→ **Your goal**
Below are the records; how many of their lines contain "controls"? Reply only with that figure.

→ **Data for review**
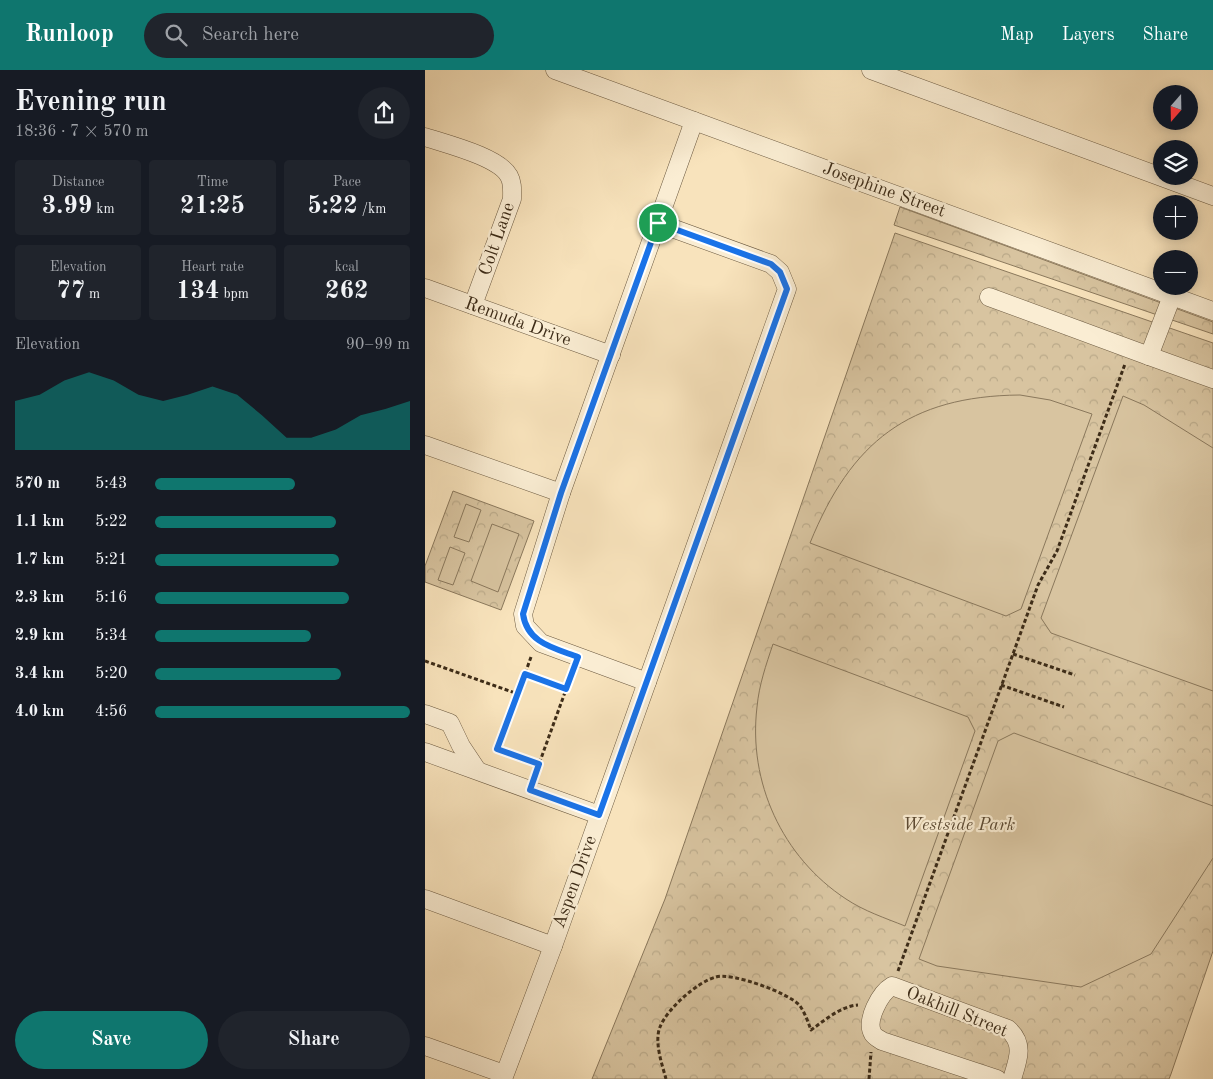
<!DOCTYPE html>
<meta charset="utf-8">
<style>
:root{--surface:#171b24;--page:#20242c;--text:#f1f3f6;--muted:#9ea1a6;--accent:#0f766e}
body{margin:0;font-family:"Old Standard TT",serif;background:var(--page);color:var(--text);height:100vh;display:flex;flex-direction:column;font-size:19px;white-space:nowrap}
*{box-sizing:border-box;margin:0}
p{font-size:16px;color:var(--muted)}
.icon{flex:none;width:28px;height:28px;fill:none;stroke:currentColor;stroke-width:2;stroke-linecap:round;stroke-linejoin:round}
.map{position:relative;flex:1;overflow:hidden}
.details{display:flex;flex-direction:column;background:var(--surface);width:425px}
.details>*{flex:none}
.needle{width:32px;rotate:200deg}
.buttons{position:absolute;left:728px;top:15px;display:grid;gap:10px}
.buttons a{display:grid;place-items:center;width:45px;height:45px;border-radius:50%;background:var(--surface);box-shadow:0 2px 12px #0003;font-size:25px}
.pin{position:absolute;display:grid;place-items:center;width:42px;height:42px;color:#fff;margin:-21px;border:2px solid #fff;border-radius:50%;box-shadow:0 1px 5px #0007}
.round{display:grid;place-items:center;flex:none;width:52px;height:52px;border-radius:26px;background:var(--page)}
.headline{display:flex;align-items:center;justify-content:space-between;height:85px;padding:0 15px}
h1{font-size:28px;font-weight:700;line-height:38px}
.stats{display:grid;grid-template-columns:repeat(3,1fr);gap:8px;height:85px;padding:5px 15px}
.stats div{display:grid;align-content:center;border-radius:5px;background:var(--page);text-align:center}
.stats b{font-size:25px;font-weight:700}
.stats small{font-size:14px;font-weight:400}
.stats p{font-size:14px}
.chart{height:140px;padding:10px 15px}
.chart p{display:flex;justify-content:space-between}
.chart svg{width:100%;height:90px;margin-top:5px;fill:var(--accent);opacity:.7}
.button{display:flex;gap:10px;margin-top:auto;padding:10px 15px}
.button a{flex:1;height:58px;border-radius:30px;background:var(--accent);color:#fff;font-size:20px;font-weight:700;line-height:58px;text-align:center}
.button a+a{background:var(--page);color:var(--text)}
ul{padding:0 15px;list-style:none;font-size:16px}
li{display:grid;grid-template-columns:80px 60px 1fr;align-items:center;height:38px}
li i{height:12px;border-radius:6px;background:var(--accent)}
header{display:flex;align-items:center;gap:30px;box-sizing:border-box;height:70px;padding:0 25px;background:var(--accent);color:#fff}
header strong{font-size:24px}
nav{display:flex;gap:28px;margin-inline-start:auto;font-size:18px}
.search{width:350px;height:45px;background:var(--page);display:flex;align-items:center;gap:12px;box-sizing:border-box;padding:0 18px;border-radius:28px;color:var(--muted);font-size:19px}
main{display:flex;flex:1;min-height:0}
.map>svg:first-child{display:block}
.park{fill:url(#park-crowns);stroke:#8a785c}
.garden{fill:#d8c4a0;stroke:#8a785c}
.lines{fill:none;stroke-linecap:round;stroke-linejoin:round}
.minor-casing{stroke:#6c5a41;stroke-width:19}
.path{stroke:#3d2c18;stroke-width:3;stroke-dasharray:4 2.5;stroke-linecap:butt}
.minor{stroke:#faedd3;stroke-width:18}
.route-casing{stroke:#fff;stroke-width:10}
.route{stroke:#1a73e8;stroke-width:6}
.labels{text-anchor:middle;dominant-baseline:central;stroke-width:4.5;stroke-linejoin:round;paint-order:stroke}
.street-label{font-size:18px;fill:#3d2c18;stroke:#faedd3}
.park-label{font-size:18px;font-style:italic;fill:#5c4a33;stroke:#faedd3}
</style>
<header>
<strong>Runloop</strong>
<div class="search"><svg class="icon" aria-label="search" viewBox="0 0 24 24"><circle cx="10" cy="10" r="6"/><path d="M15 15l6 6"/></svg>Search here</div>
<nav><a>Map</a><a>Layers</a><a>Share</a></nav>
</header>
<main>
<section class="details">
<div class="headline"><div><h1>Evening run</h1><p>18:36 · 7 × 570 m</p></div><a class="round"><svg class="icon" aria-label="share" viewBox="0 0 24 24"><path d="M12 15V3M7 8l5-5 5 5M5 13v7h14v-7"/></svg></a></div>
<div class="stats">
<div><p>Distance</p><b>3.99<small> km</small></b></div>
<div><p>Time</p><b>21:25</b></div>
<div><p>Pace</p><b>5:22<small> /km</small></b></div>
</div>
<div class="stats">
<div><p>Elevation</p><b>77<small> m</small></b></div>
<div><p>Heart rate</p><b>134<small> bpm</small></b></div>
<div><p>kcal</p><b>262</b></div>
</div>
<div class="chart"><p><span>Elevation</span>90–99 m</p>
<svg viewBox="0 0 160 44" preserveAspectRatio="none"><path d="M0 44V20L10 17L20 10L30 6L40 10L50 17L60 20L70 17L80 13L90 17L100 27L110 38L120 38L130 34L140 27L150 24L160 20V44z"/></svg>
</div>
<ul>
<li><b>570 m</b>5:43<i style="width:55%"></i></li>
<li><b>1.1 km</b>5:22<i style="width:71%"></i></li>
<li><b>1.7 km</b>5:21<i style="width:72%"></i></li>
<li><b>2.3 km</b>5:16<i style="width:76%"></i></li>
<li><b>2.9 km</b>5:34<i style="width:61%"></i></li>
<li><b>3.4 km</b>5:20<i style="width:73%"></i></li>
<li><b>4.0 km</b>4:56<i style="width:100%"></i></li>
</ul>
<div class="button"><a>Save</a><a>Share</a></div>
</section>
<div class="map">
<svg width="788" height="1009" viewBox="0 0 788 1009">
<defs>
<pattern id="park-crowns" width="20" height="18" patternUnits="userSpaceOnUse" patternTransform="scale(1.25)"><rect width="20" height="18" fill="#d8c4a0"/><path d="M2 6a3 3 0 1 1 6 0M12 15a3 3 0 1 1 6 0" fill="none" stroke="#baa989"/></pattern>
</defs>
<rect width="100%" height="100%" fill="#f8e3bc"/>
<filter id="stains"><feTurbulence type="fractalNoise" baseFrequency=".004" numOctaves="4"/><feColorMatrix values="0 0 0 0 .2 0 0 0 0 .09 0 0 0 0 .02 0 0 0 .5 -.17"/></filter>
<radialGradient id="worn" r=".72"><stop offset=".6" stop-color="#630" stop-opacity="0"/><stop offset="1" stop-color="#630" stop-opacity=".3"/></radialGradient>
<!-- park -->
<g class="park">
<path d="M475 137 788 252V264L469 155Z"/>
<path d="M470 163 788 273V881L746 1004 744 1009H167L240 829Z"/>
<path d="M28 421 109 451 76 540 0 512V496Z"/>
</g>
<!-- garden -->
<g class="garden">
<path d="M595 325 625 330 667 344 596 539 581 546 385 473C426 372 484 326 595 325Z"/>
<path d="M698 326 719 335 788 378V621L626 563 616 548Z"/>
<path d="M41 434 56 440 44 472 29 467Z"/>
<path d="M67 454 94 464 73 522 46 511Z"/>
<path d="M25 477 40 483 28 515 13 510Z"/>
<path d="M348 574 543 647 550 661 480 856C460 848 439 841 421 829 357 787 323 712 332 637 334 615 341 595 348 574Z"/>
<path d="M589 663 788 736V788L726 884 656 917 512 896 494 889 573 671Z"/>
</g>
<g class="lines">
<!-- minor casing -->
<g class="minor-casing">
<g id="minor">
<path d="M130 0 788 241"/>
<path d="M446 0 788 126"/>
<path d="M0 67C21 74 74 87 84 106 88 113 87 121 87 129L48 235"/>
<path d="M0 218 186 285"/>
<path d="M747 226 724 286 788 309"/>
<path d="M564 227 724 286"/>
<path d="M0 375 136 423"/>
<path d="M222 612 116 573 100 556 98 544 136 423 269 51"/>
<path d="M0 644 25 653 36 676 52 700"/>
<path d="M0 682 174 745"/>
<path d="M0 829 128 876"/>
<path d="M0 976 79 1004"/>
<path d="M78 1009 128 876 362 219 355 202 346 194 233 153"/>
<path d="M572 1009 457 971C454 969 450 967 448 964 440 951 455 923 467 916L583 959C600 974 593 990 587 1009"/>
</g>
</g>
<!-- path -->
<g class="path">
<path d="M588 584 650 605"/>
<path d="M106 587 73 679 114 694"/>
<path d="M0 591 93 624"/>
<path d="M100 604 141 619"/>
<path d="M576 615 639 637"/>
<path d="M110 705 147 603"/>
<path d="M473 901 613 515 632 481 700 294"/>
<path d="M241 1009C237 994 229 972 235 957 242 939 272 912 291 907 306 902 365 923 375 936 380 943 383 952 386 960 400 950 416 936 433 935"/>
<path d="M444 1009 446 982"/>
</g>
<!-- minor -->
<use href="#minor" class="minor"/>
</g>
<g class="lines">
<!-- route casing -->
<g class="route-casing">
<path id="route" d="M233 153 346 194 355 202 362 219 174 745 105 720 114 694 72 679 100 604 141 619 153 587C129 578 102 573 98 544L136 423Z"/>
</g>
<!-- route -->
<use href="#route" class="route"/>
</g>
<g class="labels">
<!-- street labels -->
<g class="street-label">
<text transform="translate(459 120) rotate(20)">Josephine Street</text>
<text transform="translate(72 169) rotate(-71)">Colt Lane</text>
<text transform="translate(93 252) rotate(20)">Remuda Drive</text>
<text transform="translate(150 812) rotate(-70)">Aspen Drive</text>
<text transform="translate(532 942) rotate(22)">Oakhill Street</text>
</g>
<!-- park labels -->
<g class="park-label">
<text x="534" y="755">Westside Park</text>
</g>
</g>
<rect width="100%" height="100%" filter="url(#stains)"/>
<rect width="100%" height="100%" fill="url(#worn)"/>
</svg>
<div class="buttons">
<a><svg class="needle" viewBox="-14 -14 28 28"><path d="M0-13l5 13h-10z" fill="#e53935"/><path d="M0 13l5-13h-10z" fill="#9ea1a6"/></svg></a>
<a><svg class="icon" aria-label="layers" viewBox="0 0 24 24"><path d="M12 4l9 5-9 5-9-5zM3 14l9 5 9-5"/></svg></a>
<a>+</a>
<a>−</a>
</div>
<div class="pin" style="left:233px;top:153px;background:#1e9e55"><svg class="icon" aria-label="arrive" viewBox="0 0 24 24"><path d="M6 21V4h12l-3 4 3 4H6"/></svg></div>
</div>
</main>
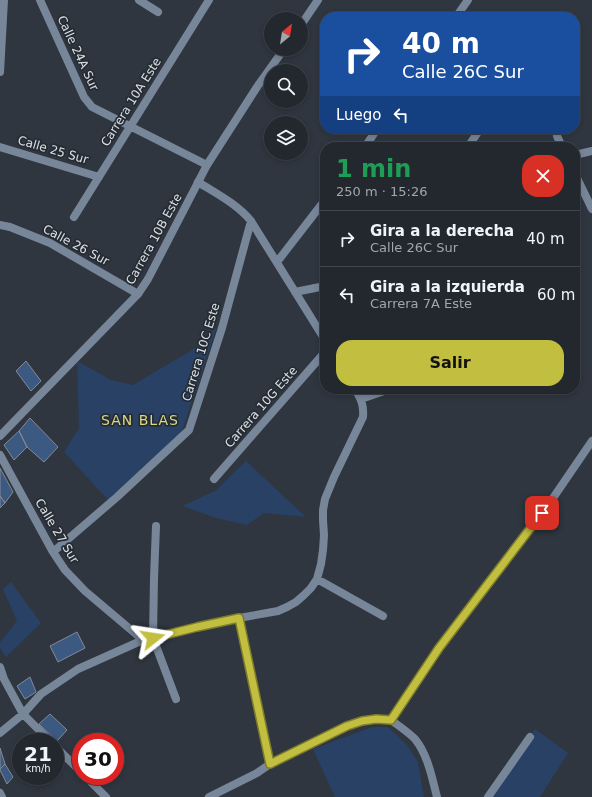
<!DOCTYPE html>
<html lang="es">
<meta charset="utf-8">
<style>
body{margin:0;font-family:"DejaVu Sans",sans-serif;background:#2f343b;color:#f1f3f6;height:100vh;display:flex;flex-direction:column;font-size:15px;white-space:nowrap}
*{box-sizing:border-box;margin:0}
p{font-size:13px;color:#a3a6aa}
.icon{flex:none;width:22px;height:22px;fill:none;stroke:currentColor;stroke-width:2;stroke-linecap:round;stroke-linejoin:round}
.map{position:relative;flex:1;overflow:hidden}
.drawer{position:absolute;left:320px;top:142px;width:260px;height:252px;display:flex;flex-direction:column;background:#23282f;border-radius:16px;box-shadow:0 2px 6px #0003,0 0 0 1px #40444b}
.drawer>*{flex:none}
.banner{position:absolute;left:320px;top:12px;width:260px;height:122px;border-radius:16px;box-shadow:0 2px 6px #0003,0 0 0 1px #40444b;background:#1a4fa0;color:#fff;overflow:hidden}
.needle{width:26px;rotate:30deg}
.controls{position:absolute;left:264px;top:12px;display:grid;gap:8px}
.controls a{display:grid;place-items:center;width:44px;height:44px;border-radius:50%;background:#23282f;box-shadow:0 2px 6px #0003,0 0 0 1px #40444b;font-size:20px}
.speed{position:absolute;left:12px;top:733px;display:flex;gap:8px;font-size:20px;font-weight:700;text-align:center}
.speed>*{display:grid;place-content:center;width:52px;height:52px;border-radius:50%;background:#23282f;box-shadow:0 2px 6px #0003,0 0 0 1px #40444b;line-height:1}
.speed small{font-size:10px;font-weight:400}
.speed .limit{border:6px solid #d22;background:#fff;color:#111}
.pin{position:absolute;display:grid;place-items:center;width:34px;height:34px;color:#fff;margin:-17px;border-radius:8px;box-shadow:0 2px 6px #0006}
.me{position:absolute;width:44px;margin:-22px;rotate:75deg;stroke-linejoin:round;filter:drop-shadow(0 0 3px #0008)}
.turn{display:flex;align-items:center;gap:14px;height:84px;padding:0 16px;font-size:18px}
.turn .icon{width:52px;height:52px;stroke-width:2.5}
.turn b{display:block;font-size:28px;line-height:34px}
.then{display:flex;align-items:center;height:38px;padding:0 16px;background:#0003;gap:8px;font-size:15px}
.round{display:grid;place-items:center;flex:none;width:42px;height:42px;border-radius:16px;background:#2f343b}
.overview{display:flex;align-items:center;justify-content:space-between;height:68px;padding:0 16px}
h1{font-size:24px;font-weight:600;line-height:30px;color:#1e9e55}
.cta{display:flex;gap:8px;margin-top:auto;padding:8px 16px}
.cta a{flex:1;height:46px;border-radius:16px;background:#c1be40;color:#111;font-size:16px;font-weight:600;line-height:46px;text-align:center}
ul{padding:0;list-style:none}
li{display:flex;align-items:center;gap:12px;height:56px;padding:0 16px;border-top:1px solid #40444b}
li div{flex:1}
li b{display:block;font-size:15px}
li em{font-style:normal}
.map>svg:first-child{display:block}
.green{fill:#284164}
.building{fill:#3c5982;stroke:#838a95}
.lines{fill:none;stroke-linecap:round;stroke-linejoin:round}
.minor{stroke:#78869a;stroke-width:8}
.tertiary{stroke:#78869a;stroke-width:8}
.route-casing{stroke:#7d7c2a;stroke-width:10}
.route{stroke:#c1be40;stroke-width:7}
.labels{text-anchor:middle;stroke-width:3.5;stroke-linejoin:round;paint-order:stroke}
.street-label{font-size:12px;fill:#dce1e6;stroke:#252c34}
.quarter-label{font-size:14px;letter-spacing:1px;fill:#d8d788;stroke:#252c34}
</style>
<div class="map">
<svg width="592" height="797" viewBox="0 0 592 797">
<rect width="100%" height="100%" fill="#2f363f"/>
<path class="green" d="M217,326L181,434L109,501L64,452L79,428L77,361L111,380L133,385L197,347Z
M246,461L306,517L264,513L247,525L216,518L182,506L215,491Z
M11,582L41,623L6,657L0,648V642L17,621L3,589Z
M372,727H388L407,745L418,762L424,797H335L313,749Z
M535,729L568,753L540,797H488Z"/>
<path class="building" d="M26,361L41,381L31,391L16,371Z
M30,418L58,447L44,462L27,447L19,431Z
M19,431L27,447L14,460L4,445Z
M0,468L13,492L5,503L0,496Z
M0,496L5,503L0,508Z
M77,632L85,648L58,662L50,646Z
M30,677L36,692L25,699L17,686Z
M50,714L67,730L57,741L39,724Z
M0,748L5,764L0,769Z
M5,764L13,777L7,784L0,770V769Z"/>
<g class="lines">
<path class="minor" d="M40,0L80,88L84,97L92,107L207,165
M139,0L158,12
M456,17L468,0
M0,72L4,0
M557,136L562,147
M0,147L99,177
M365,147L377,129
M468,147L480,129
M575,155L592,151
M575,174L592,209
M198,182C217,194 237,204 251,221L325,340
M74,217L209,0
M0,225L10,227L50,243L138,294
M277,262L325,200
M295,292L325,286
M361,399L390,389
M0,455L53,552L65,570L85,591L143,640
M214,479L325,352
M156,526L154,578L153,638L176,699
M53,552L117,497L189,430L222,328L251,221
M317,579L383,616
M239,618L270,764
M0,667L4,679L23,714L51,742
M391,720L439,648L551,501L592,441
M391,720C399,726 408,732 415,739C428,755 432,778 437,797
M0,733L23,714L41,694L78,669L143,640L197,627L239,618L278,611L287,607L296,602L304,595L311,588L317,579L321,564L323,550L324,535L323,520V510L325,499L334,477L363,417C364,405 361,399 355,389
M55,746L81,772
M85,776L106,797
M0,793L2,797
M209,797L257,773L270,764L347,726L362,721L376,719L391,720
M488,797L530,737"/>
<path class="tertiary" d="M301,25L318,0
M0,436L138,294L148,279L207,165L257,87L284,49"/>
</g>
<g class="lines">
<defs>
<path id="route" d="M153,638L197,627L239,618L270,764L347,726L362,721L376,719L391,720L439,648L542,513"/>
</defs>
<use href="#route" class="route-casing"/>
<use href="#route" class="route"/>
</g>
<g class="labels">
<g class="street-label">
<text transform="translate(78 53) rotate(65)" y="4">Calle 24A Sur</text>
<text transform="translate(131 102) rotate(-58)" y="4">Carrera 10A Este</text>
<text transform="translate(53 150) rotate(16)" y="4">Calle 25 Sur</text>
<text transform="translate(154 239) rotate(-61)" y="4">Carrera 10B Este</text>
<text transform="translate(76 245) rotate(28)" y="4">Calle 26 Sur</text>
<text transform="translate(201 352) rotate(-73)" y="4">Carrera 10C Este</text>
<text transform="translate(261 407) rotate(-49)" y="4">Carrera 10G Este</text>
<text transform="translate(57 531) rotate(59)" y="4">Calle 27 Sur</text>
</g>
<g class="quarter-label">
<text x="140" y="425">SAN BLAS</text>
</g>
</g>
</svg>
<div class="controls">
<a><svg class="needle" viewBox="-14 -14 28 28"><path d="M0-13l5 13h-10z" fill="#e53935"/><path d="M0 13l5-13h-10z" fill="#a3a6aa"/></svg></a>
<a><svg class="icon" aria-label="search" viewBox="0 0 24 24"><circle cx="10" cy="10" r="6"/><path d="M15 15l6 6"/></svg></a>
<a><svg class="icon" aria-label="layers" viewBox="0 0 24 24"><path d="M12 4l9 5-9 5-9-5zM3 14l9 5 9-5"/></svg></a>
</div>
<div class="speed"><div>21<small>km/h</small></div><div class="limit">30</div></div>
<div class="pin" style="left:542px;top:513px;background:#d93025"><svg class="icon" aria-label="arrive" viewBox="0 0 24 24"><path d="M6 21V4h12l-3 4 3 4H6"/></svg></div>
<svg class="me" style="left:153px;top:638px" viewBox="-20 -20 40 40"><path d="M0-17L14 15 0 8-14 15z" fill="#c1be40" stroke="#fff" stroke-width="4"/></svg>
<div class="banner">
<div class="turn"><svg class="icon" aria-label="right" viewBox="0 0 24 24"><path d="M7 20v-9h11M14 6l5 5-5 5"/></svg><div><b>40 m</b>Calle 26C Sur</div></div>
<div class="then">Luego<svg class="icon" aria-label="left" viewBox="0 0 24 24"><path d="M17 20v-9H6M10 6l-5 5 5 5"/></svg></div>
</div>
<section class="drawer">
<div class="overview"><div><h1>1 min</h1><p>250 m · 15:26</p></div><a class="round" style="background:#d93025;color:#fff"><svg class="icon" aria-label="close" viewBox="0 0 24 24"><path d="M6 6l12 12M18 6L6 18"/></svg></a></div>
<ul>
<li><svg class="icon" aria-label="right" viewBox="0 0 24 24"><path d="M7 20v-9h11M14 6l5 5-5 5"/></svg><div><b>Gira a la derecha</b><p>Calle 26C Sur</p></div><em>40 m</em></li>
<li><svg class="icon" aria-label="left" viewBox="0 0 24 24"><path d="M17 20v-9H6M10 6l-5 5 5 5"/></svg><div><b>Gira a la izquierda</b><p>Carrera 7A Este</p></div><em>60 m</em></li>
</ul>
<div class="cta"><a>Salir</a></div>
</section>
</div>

→ **Result of this task**
3